Running this simulation yields results such as the ones shown in Fig. 28Fig. 33 where we show the values of the functions $$c_1(\mathbf x,t)$$ and $$c_2(\mathbf x,t)$$ at various times in the simulation. Because these fields were one only inside the lowermost and uppermost parts of the domain, zero everywhere else, and because they have simply been advected along with the flow field, the places where they are larger than one half indicate where material has been transported to so far.1

Fig. 33 shows one aspect of compositional fields that occasionally makes them difficult to use for very long time computations. The simulation shown here runs for 20 time units, where every cycle of the spreading center at the top moving left and right takes 4 time units, for a total of 5 such cycles. While this is certainly no short-term simulation, it is obviously visible in the figure that the interface between the materials has diffused over time.

Fig. 34 shows a zoom into the center of the domain at the final time of the simulation. The figure only shows values that are larger than 0.5, and it looks like the transition from red or blue to the edge of the shown region is no wider than 3 cells. This means that the computation is not overly diffusive but it is nevertheless true that this method has difficulty following long and thin filaments2. This is an area in which may see improvements in the future.

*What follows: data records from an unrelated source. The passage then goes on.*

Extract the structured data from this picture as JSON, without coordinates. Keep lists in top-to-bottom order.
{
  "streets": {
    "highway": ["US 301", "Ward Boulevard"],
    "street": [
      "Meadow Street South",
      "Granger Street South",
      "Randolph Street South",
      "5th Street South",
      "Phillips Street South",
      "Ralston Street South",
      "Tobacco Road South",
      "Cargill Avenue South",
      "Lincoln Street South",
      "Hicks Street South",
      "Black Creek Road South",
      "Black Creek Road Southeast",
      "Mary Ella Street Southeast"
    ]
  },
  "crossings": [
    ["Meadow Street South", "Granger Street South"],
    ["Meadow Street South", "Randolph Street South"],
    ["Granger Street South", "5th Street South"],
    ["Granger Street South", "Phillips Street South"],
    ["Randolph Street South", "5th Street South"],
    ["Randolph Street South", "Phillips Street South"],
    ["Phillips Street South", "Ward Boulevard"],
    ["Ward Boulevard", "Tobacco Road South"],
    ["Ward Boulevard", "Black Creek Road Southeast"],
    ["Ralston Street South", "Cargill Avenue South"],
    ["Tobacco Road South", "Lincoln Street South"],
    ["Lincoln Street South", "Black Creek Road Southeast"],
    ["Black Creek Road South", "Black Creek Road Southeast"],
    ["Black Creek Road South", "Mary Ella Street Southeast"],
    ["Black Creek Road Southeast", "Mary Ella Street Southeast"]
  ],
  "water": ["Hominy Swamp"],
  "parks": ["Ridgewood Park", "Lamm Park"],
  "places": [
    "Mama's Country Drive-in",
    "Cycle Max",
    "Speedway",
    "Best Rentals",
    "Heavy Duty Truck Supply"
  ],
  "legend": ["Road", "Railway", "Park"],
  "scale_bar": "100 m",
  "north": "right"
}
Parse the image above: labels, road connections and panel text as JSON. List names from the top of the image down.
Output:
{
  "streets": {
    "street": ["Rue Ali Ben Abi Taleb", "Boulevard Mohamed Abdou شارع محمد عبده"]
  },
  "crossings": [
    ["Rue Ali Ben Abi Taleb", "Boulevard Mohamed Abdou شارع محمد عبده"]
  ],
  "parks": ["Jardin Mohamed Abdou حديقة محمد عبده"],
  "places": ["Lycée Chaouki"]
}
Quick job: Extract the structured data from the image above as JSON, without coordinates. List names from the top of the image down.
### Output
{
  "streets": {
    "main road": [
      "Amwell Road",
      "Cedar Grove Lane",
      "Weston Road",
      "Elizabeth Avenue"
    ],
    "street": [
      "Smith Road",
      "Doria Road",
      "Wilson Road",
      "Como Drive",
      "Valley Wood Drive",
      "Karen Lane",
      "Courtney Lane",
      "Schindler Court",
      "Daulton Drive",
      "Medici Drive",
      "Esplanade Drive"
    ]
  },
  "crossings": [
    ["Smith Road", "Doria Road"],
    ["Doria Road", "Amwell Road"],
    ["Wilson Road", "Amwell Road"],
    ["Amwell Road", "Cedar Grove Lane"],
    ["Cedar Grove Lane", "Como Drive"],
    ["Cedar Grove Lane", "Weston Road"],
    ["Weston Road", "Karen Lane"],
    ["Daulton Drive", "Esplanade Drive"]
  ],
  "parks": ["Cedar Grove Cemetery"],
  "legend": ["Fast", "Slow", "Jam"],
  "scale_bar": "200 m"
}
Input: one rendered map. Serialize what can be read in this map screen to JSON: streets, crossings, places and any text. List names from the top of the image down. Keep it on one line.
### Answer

A different way of looking at the quality of compositional fields as opposed to particles is to ask whether they conserve mass. In the current context, the mass contained in the $$i$$th compositional field is $$m_i(t)=\int_\Omega c_i(\mathbf x,t)$$. This can easily be achieve in the following way, by adding the composition statistics postprocessor:

subsection Postprocess
set List of postprocessors = visualization, temperature statistics, composition statistics
end


While the scheme we use to advect the compositional fields is not strictly conservative, it is almost perfectly so in practice. For example, in the computations shown in this section (using two additional global mesh refinements over the settings in the parameter file cookbooks/composition_passive/composition_passive.prm), Fig. 35 shows the maximal and minimal values of the first compositional fields over time, along with the mass $$m_1(t)$$ (these are all tabulated in columns of the statistics file, see Overview and Visualizing statistical data). While the maximum and minimum fluctuate slightly due to the instability of the finite element method in resolving discontinuous functions, the mass appears stable at a value of 0.403646 (the exact value, namely the area that was initially filled by each material, is 0.4; the difference is a result of the fact that we can’t exactly represent the step function on our mesh with the finite element space). In fact, the maximal difference in this value between time steps 1 and 500 is only $$1.1\times 10^{-6}$$. In other words, these numbers show that the compositional field approach is almost exactly mass conservative.

1

Of course, this interpretation suggests that we could have achieved the same goal by encoding everything into a single function – that would, for example, have had initial values one, zero and minus one in the three parts of the domain we are interested in.

2

We note that this is no different for particles where the position of particles has to be integrated over time and is subject to numerical error. In simulations, their location is therefore not the exact one but also subject to a diffusive process resulting from numerical inaccuracies. Furthermore, in long thin filaments, the number of particles per cell often becomes too small and new particles have to be inserted; their properties are then interpolated from the surrounding particles, a process that also incurs a smoothing penalty.